Newsletter|The Weekly Star (Third Week) Ranking List of the Big Data Challenge has been released, and experience sharing is here!

cf32579d4ba8061e14ead2847579e3fb.png

On July 17th, the China University Computer Contest-Big Data Challenge entered the last week of the preliminary stage, Zhou Zhouxing’s award selection process. Through the real-time evaluation of the online submission results of the contestants (based on the results of the public list at 12 o’clock on the 17th), the list of current students and in-service teams with the best results in Zhou Zhouxing’s third week was released (see the picture below). Congratulations to the two winning teams!

19f1bdd98811048deb14c878bc7564b4.png

What are the practical experience of the two winning teams in the competition? Let us listen to their sharing!

Team Lin's award-winning experience sharing

Comprehension

This competition provides three data sources. Our solution mainly uses trace and log, and metric has not been used for the time being (the effect of trying is not good). In the early stage, only simple excavation work was carried out on the trace, and the focus was on the log table. Later, the trace was further excavated, and the score was further improved. Looking at it now, using only the trace table and some simple log table feature lines can reach 0.85+.

feature engineering

Trace: Continue to use some statistical features like mean/std/ptp shared by Zhou Zhouxing last few times. Through data observation, it is found that there are a large number of endtime-starttime data of 0, 1, 2, etc., and some detailed statistics can also be performed. At the same time, use ip and service to group, and make some statistical features after diffing timestamp in the group. Secondly, these category features can be sorted by timestamp to construct a sequence list, using technologies such as w2v and tfidf (you can learn the processing of sequences in the WeChat big data open source solution in 2021), which can be 83->84+.

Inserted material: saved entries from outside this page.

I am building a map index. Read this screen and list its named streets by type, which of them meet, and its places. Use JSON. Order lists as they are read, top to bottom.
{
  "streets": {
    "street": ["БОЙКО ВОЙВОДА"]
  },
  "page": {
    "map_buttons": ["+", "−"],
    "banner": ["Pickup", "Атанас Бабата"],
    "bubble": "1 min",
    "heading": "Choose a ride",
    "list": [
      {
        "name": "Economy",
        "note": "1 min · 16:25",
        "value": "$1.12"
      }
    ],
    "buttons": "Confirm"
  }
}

Log: Similar to what Zhou Zhouxing shared last week, to extract the frequency and number of various keywords in the message, and try to use w2v to train the corpus. After running for a long time, the effect is found to be unstable (the score did not change much after running twice, and the 0.003 in the first time was not very clear, and there were cases that could not be reproduced). In the future, you can try to use bert and so on.

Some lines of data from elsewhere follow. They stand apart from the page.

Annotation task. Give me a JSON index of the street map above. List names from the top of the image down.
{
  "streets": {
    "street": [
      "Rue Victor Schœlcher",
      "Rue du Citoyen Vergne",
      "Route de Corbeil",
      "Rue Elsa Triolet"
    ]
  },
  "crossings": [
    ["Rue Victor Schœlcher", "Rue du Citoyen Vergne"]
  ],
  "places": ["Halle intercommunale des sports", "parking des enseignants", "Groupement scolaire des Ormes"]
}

Metric: There are inconsistencies in dimension and direction. We have tried clustering after normalization, and there is only a slight improvement online (may be shaken up). I don't know how to use this form...

model selection

I used the baseline shared by the big guys, ovr plus lgb. Tried nn but the line is not high only 0.825+. The tabnet is used, the gap is not big but it cannot be improved.

feature screening

Using correlation to filter features, there are only about 20 features whose correlation between features is greater than 0.8, and there is a 0.001 improvement on the deleted line.

In general, there are still some very common and common practices, and additions are still required to get to 86.

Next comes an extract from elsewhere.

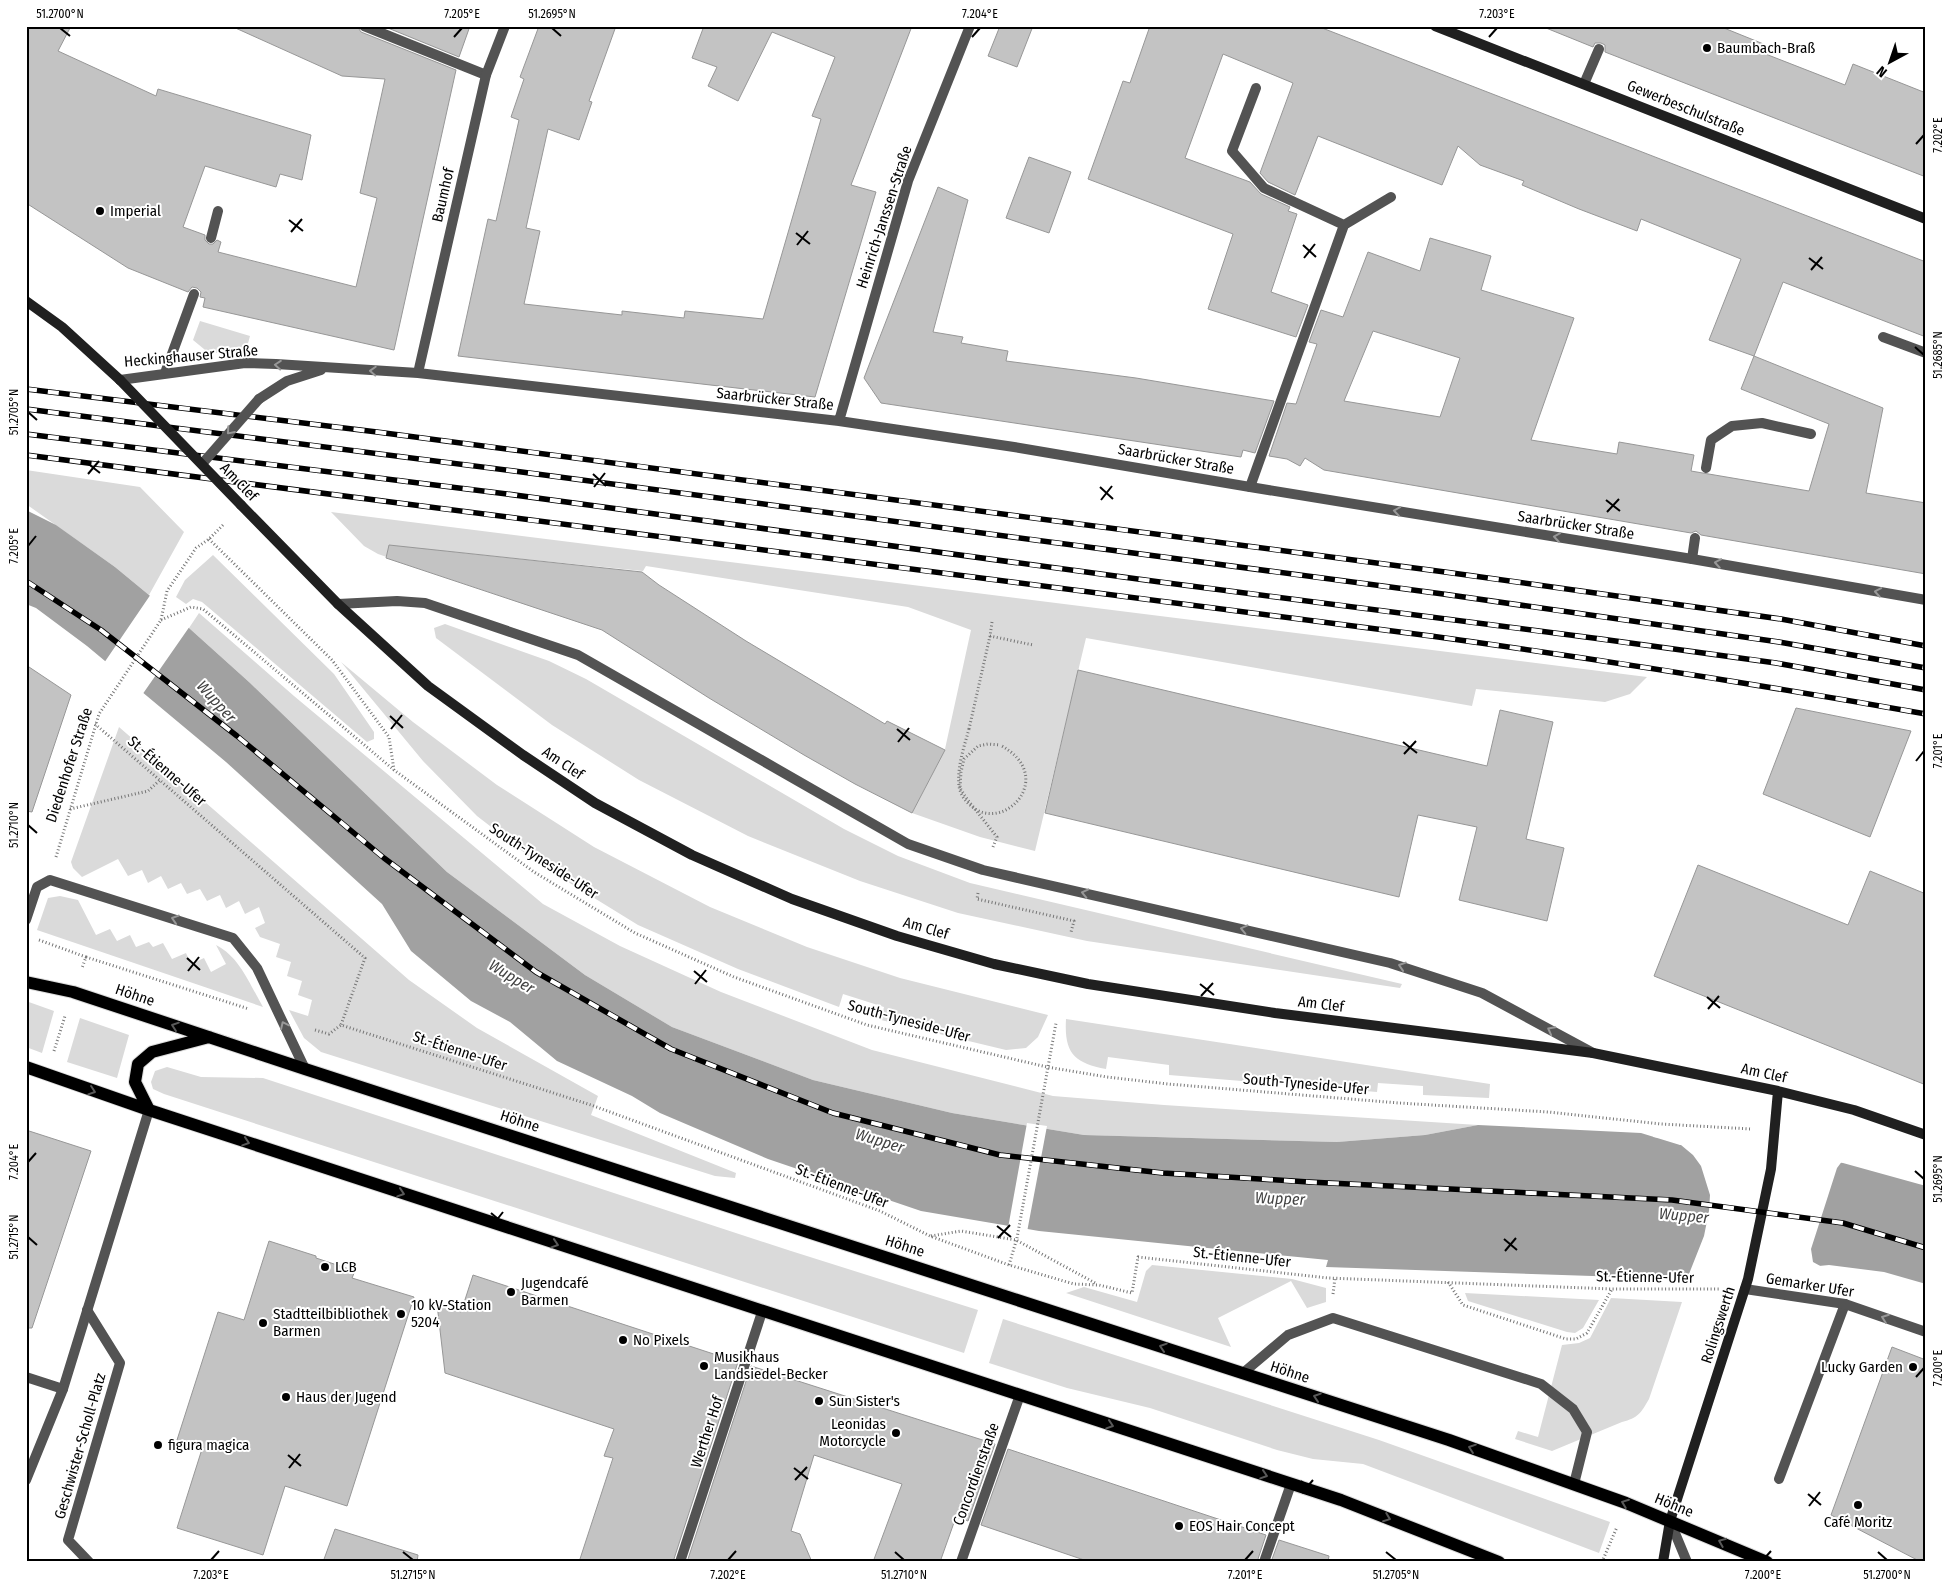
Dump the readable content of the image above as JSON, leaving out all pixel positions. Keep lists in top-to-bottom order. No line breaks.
{"streets":{"main road":["Gewerbeschulstraße","Heckinghauser Straße","Am Clef","Höhne","Rolingswerth"],"street":["Baumhof","Heinrich-Janssen-Straße","Saarbrücker Straße","Gemarker Ufer","Werther Hof","Geschwister-Scholl-Platz","Concordienstraße"],"path":["Diedenhofer Straße","St.-Étienne-Ufer","South-Tyneside-Ufer"]},"crossings":[["Baumhof","Heckinghauser Straße"],["Baumhof","Saarbrücker Straße"],["Heinrich-Janssen-Straße","Saarbrücker Straße"],["Heckinghauser Straße","Saarbrücker Straße"],["Heckinghauser Straße","Am Clef"],["Am Clef","Diedenhofer Straße"],["Am Clef","Rolingswerth"],["Diedenhofer Straße","St.-Étienne-Ufer"],["Diedenhofer Straße","South-Tyneside-Ufer"],["St.-Étienne-Ufer","Gemarker Ufer"],["St.-Étienne-Ufer","Rolingswerth"],["South-Tyneside-Ufer","Rolingswerth"],["Höhne","Rolingswerth"],["Gemarker Ufer","Rolingswerth"]],"one_way":["Heckinghauser Straße","Saarbrücker Straße","Gemarker Ufer"],"water":["Wupper"],"places":["Baumbach-Braß","Imperial","LCB","Jugendcafé Barmen","10 kV-Station 5204","Stadtteilbibliothek Barmen","No Pixels","Musikhaus Landsiedel-Becker","Lucky Garden","Haus der Jugend","Sun Sister's","Leonidas Motorcycle","figura magica","Café Moritz","EOS Hair Concept"],"north":"bottom left","coordinates":["51.2700°N","7.205°E","51.2695°N","7.204°E","7.203°E","7.202°E","51.2685°N","51.2705°N","7.201°E","51.2710°N","51.2715°N","7.200°E"]}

Go to Internet Cafe to Steal Headphones Team Award-winning Experience Sharing

Comprehension

Like most contestants, the three data sources provided in this competition only use trace and log, and the metric has not been used for the time being.

The content shared by Zhou Xingxing in the early stage is very valuable, and basically reproduces the characteristics and methods they mentioned.

feature engineering

Trace: Except that most players mentioned such as endtime-starttime, start_time diff, and timestamp diff, cross-statistics will be performed from id and service, host, and endpoint. At the same time, features related to the statistical results of service, host, and endpoint and global id statistical results are constructed, such as host_timestamp_max/timestamp_max.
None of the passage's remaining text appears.